Railway station in Indonesia

Pondok Cina Station (POC) or usually shortened as Pocin Station (casually pronounced pocin or "paw-chin") is a class II railway station in Pondok Cina, Beji, Depok, West Java, Indonesia. The station, which is located at an altitude of +74 m, only serves KRL Commuterline route. Pondok Cina Station is one of the stations that is located nearby the University of Indonesia and Gunadarma University.

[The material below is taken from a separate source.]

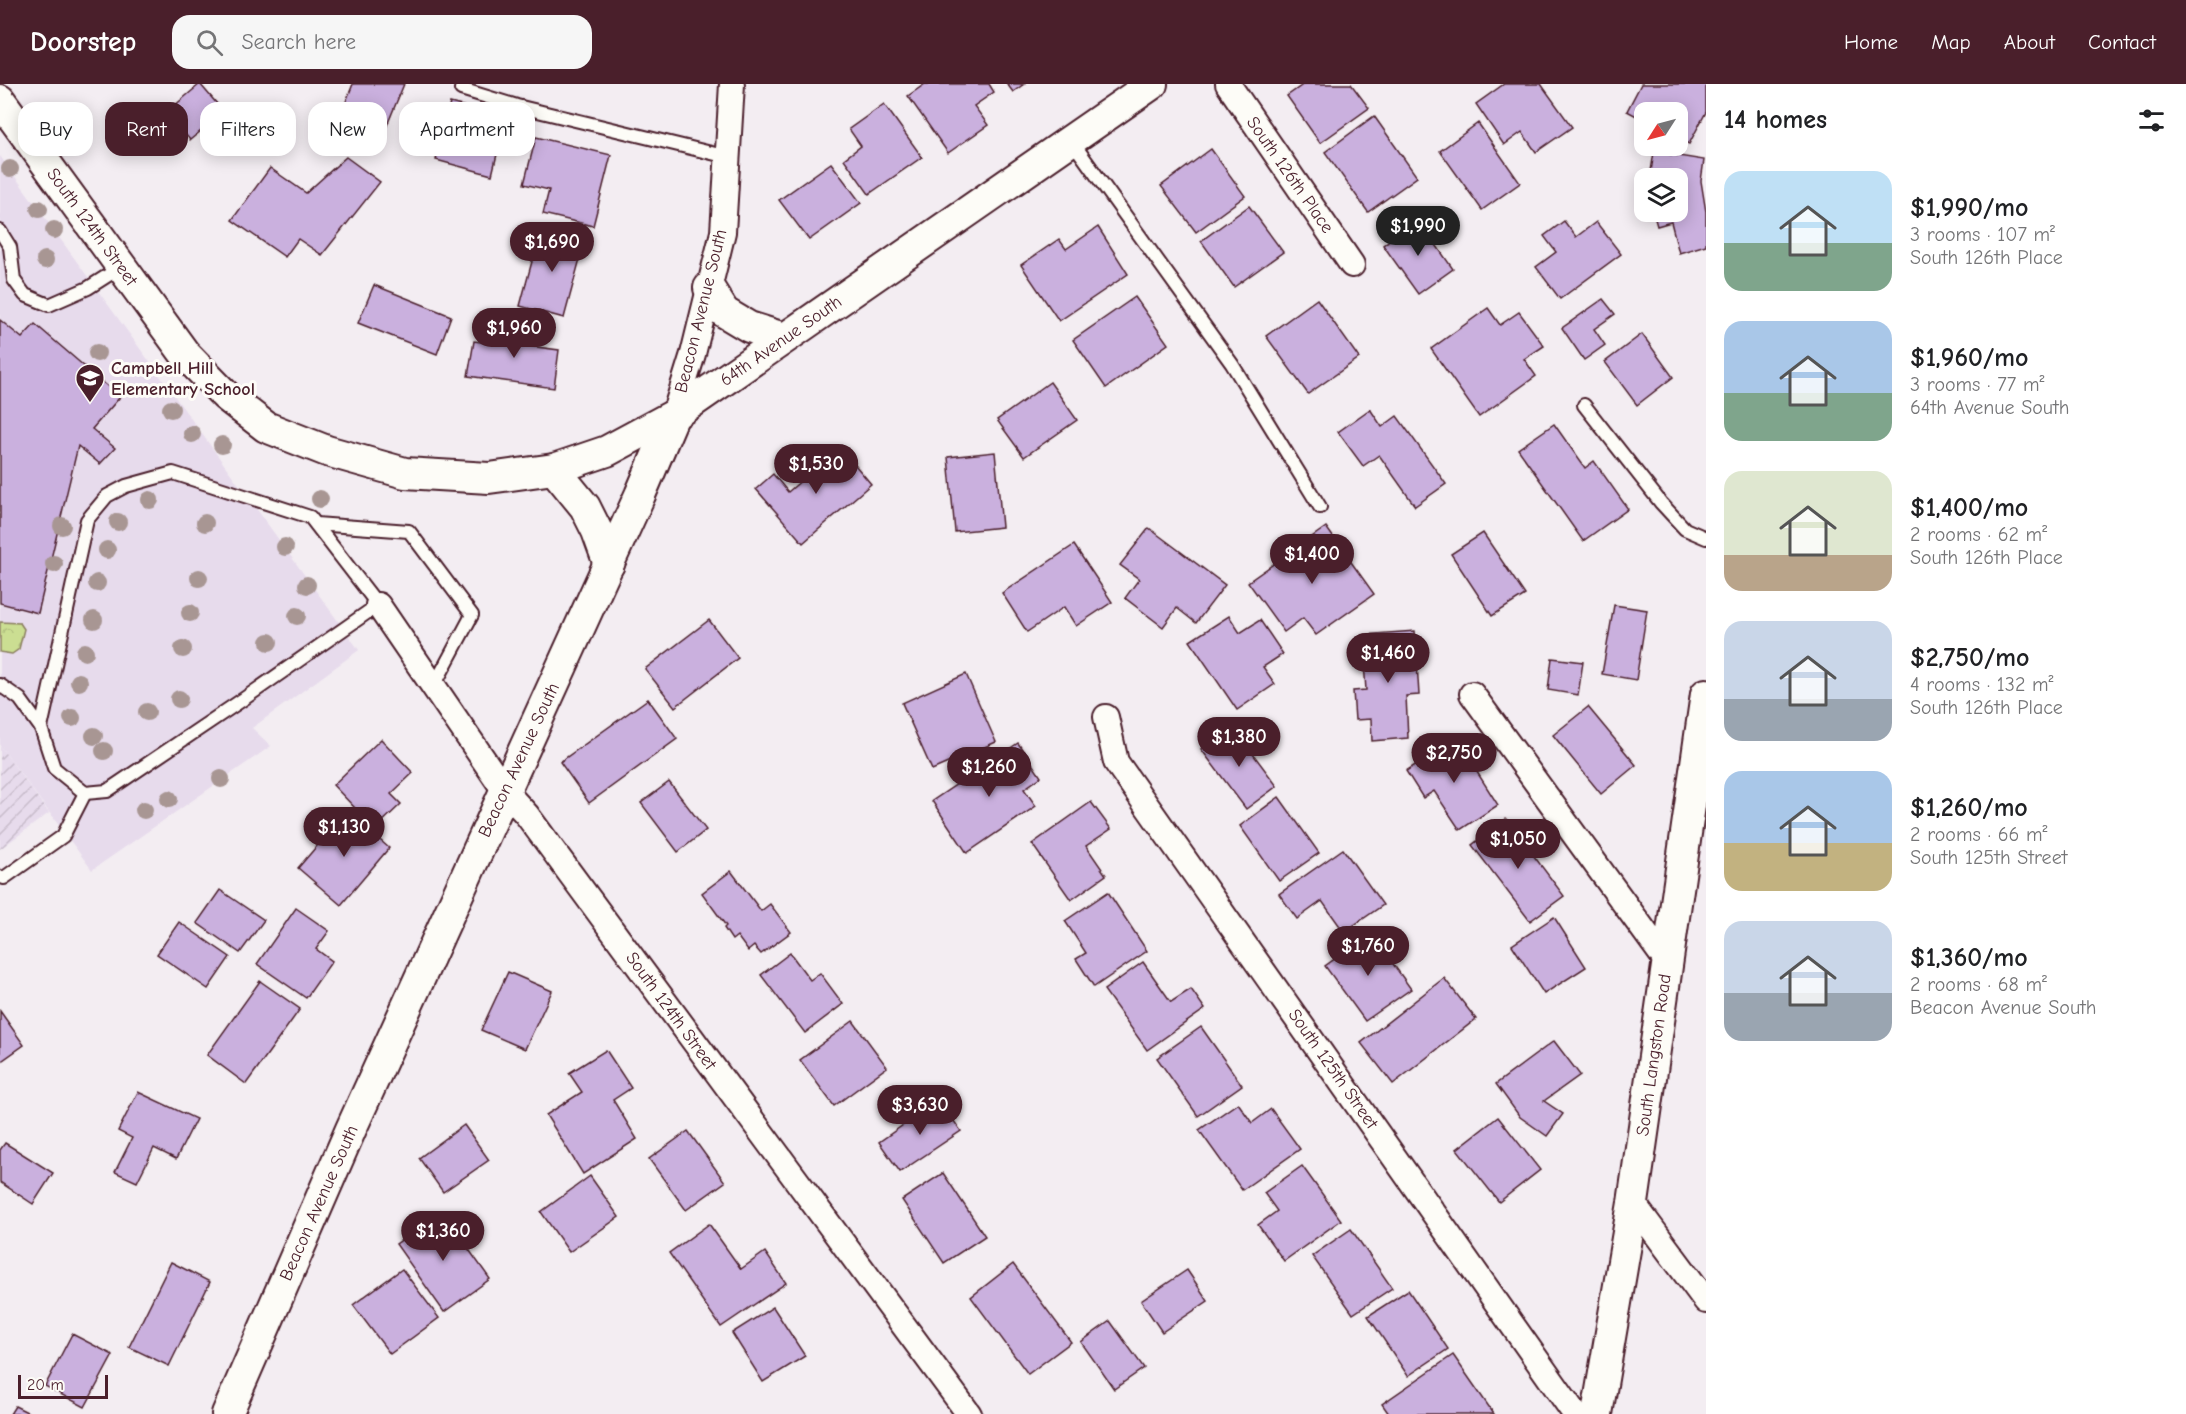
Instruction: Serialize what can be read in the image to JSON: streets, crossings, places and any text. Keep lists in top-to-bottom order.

The station is commonly used by students from the University of Indonesia and Gunadarma University to get on and off the KRL and is also used by residents who live in Beji. It is located in strategic point, behind Depok Town Square and Margo City shopping malls as well as Code Margonda co-working space.

== History ==
In 1898, the station was called Pondok Tjina railway stop (Halte Pondok Tjina) and located between Lentengagoeng (Lenteng Agung) Station and Depok Station.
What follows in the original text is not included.